Abstract View
Homogeneous Nucleation of Carbon Dioxide from 30-90 K: The Transition from Barrier-Controlled to Barrierless Nucleation
KAYANE DINGILIAN, Martina Lippe, Ruth Signorell, Barbara Wyslouzil, The Ohio State University
Abstract Number: 197
Working Group: Aerosol Physics
Abstract
Characterizing the nucleation of carbon dioxide (CO2) from the gas phase is crucial to understanding processes as diverse as carbon capture, refrigeration cycles, and cloud formation on Mars. Here, we explore the homogeneous phase transition of CO2 for temperatures ranging from ~30 to ~90 K and pressures spanning about four orders of magnitude.
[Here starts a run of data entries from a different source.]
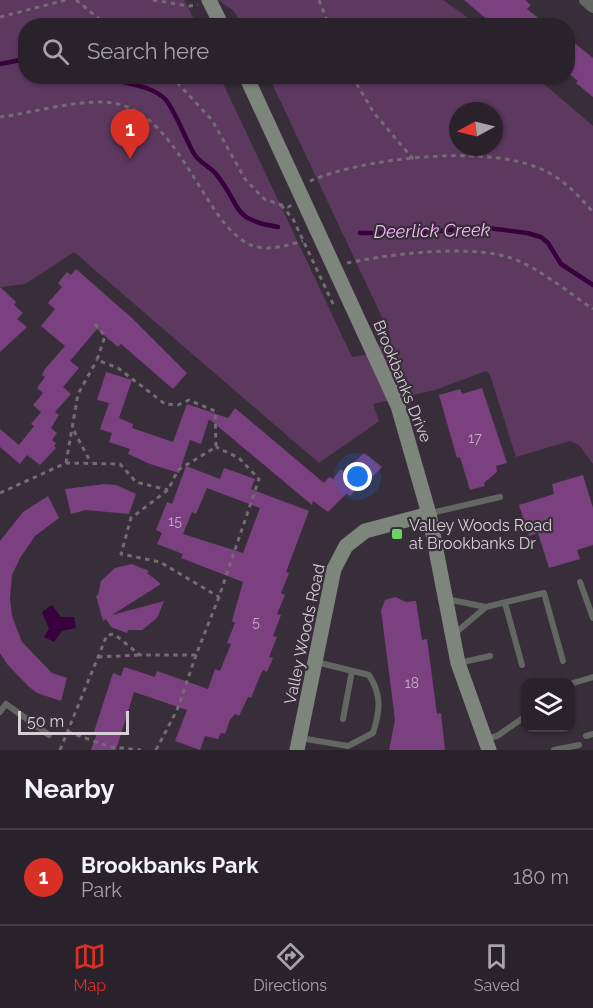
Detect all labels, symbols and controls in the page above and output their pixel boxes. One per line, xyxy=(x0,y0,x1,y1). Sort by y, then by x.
search box xyxy=(18,18,575,84)
icon: search xyxy=(39,35,72,68)
text: Search here xyxy=(87,38,209,64)
north arrow xyxy=(449,102,503,156)
pin: 1 xyxy=(110,110,150,159)
water label: Deerlick Creek xyxy=(373,219,491,242)
street label: Brookbanks Drive xyxy=(369,317,436,445)
house number: 17 xyxy=(468,430,482,446)
your location xyxy=(343,462,372,491)
house number: 15 xyxy=(168,513,182,529)
place label: Valley Woods Road at Brookbanks Dr xyxy=(409,516,552,553)
marker: Valley Woods Road at Brookbanks Dr xyxy=(390,527,404,541)
street label: Valley Woods Road xyxy=(280,562,329,706)
house number: 5 xyxy=(252,614,260,630)
house number: 18 xyxy=(405,675,419,691)
map controls xyxy=(521,678,575,732)
button: layers xyxy=(521,678,575,732)
scale bar xyxy=(18,708,129,736)
text: 50 m xyxy=(27,712,64,731)
text: Nearby xyxy=(24,774,114,804)
text: Brookbanks Park xyxy=(81,852,258,878)
text: 1 xyxy=(39,865,48,889)
text: 180 m xyxy=(513,865,569,889)
text: Park xyxy=(81,878,122,902)
tab: Map xyxy=(73,940,106,995)
tab: Directions xyxy=(253,940,327,995)
tab: Saved xyxy=(474,940,520,995)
The broad range of conditions is achieved by combining results from experimental setups at OSU and ETH, where both experiments rely on a supersonic expansion to rapidly cool selected gas mixtures. In the OSU experiments, nucleation occurs within the diverging portion of the nozzle, and particle formation rates are based on the results of pressure trace measurements and small angle X-ray scattering experiments. In the ETH experiments, nucleation occurs in a uniform post nozzle flow and nucleation is characterized using single-photon ultraviolet ionization coupled with mass spectrometry. Despite the differences in experimental setups and gas compositions, there is excellent agreement between the onset data in the region of overlap. Experimental nucleation rates measured in the OSU setup are, however, two to three orders of magnitude higher than those determined in the ETH apparatus. This difference is consistent with the degree to which non-isothermal nucleation effects play a role. In particular, if the measured rates are scaled by non-isothermal correction factors to determine the intrinsic nucleation rates, remarkable consistency is achieved between the data sets. Furthermore, the combined data suggests that, in this measurement range, the nucleation process changes from one in which particle formation is controlled by a barrier to one in which the barrier vanishes and the kinetics of dimer formation controls the phase transition rate.